• **Task to complete**
Below are entries; print them exactly from the first line through the one containing "position:absolute; left:0px; top:648px;".

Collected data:
------------------------------------------------

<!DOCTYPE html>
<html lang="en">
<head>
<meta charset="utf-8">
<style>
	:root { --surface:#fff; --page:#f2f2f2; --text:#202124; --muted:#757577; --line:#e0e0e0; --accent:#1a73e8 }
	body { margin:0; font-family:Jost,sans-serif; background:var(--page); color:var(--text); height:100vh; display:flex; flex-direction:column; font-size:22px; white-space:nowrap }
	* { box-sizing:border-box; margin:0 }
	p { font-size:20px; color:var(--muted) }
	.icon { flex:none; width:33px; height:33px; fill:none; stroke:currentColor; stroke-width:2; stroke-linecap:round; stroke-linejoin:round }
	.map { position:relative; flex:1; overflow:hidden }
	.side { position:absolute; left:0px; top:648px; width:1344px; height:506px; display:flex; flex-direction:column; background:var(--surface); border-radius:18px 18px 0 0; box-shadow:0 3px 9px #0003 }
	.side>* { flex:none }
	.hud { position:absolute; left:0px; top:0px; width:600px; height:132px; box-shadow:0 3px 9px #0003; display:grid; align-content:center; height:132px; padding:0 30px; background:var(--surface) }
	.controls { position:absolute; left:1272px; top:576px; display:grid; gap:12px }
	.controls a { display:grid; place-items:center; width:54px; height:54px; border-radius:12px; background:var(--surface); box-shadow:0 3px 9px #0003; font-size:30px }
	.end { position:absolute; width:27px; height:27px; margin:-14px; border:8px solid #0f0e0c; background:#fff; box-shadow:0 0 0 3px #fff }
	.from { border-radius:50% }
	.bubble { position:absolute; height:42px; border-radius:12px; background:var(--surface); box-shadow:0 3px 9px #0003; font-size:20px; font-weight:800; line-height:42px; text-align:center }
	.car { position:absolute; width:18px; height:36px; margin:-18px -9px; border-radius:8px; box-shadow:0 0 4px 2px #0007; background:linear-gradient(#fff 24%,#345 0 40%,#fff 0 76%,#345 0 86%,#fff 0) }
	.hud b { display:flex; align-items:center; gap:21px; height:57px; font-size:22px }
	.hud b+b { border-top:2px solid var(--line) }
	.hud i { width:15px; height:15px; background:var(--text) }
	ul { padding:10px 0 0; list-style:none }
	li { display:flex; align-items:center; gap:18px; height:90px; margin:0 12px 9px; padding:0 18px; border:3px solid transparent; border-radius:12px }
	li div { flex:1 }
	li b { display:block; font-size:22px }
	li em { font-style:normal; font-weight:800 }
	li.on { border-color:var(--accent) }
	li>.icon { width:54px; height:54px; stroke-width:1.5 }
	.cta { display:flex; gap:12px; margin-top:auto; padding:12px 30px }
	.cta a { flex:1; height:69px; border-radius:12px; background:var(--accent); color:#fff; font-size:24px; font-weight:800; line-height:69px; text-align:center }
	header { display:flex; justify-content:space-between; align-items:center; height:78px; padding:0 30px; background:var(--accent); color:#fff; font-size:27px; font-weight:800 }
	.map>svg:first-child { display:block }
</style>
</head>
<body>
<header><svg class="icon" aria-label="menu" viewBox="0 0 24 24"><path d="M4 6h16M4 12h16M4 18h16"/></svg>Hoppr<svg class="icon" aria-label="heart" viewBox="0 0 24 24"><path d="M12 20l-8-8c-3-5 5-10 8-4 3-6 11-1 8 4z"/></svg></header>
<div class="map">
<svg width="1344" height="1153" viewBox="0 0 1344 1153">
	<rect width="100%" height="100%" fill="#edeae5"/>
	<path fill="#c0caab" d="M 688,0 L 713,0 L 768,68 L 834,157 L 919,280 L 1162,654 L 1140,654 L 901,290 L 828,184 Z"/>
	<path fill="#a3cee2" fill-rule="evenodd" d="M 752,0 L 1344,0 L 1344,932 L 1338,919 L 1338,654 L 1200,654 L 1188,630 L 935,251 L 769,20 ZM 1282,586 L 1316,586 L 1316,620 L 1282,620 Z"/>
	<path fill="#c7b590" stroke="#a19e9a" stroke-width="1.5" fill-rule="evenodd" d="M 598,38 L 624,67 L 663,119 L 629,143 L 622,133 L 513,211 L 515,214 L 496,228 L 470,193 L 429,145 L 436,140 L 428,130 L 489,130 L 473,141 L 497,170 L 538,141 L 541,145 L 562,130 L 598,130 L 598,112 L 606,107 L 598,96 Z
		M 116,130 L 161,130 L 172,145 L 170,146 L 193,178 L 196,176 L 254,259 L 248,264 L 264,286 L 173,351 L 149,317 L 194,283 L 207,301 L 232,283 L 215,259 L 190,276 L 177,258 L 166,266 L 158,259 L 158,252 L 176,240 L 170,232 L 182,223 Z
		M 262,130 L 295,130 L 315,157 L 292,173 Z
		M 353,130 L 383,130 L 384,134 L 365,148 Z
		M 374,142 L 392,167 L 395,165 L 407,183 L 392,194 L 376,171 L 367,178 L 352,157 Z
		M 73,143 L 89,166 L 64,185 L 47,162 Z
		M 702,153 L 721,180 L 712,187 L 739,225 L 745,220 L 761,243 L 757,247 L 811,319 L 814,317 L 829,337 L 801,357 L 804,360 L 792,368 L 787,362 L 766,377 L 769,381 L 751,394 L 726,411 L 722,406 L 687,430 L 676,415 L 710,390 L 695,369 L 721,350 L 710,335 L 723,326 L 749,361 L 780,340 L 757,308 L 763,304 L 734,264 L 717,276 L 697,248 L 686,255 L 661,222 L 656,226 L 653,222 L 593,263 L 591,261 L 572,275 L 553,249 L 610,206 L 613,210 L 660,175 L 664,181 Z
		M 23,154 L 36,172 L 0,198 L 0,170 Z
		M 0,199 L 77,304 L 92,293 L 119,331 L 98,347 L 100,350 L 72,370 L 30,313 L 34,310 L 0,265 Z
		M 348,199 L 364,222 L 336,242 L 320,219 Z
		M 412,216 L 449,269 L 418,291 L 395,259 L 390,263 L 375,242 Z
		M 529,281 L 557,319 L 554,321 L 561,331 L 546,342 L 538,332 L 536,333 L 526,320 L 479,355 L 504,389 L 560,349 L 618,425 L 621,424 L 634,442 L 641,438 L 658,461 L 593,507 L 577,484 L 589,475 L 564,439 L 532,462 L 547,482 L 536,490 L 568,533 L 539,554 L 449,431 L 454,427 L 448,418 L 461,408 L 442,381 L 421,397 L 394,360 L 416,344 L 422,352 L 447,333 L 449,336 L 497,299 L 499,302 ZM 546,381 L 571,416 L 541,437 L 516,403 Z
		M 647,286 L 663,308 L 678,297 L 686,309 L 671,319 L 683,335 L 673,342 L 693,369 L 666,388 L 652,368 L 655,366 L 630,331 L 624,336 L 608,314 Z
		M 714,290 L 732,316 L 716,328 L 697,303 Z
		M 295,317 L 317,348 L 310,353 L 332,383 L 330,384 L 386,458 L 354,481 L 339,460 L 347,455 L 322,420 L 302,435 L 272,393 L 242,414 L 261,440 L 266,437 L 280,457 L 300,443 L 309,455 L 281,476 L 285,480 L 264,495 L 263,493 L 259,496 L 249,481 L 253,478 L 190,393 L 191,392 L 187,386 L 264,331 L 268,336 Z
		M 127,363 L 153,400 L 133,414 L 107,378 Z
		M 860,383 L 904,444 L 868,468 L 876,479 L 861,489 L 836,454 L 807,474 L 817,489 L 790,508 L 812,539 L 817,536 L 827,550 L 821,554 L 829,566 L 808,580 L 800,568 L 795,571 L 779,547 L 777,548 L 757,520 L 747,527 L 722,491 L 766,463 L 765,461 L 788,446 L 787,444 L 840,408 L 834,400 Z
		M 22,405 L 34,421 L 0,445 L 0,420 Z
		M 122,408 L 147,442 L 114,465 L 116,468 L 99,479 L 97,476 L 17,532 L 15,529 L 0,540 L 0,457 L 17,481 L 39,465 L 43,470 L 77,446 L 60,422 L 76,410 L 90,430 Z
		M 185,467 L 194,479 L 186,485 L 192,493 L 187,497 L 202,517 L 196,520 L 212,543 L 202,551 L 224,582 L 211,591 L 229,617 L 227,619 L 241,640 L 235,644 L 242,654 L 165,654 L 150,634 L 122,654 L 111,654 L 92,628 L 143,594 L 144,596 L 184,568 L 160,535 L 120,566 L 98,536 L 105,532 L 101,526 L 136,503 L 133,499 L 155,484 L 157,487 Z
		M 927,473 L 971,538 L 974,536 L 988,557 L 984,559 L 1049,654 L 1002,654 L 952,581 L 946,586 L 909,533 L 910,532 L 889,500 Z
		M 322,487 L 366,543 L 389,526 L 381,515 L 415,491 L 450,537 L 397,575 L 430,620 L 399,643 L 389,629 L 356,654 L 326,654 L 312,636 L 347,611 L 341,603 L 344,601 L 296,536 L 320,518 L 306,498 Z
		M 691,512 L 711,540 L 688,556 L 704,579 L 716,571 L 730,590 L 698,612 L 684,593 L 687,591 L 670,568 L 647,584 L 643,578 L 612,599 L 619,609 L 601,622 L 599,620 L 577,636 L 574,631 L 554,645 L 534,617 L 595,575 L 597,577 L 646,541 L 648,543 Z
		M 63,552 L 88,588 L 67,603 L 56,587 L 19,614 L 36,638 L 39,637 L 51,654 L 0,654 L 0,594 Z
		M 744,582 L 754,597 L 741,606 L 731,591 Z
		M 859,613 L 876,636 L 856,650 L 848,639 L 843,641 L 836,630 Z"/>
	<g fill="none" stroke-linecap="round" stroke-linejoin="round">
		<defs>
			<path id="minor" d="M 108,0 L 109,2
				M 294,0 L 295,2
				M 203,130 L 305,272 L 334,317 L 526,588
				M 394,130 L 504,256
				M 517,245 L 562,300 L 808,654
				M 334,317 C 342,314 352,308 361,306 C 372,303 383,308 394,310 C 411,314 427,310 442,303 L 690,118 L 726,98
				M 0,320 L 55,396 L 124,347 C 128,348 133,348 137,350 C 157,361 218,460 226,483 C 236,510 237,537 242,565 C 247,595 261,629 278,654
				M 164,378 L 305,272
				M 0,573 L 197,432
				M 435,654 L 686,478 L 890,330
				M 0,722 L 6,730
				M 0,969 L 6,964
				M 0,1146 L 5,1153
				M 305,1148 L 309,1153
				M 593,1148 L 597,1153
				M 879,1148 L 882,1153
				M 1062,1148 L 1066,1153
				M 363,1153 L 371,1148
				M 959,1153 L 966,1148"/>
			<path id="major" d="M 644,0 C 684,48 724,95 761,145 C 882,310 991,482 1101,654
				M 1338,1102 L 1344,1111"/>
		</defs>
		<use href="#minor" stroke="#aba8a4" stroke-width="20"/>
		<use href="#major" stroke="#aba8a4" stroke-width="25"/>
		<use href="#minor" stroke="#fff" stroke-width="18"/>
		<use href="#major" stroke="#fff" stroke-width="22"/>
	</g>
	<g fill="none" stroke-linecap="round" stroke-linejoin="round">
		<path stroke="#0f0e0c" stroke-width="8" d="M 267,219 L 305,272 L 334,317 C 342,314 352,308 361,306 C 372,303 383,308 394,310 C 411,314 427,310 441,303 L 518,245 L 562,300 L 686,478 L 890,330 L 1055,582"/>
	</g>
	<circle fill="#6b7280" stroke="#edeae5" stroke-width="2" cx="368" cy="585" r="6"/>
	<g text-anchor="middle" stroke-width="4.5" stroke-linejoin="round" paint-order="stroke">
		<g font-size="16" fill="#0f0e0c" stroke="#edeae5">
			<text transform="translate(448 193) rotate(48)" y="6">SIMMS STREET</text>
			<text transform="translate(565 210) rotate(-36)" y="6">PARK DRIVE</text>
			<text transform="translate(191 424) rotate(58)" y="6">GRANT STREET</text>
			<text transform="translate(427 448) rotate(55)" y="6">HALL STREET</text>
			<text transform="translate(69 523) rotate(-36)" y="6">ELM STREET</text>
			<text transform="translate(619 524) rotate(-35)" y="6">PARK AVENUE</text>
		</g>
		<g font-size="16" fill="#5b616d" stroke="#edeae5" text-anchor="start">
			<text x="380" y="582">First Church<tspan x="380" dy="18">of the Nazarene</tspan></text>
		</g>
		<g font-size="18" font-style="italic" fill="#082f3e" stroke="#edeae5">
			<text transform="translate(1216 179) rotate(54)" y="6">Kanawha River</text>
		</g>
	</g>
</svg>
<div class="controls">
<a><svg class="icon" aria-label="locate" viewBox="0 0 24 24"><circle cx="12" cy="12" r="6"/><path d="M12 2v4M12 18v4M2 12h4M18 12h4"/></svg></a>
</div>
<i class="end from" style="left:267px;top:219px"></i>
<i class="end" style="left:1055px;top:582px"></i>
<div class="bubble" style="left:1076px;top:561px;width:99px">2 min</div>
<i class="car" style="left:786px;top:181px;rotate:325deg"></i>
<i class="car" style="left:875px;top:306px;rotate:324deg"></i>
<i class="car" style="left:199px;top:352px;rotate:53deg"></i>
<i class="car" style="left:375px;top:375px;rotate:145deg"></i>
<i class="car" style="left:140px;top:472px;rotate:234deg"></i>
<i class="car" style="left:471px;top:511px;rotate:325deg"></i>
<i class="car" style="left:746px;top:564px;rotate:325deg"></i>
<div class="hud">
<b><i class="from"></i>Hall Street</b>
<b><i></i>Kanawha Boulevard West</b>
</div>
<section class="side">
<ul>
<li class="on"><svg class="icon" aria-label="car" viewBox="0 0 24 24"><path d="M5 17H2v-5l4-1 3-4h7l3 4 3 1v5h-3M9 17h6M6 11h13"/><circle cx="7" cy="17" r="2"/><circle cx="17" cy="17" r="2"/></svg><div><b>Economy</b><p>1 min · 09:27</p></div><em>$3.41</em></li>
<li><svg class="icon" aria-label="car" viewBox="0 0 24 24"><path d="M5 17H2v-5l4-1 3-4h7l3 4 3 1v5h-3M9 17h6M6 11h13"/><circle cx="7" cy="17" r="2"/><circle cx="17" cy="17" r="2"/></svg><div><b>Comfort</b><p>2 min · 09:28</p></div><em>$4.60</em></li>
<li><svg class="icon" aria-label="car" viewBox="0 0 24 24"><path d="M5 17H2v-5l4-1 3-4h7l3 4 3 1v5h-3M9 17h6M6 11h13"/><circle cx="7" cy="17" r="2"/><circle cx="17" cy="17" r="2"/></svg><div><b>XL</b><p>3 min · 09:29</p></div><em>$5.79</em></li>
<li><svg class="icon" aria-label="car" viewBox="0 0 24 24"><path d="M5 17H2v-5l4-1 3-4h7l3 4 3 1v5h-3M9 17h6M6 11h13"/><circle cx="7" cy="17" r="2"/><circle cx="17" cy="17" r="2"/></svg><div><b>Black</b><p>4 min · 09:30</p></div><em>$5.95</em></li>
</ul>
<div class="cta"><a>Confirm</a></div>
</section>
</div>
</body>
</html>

------------------------------------------------

• **Exercise result**
<!DOCTYPE html>
<html lang="en">
<head>
<meta charset="utf-8">
<style>
	:root { --surface:#fff; --page:#f2f2f2; --text:#202124; --muted:#757577; --line:#e0e0e0; --accent:#1a73e8 }
	body { margin:0; font-family:Jost,sans-serif; background:var(--page); color:var(--text); height:100vh; display:flex; flex-direction:column; font-size:22px; white-space:nowrap }
	* { box-sizing:border-box; margin:0 }
	p { font-size:20px; color:var(--muted) }
	.icon { flex:none; width:33px; height:33px; fill:none; stroke:currentColor; stroke-width:2; stroke-linecap:round; stroke-linejoin:round }
	.map { position:relative; flex:1; overflow:hidden }
	.side { position:absolute; left:0px; top:648px; width:1344px; height:506px; display:flex; flex-direction:column; background:var(--surface); border-radius:18px 18px 0 0; box-shadow:0 3px 9px #0003 }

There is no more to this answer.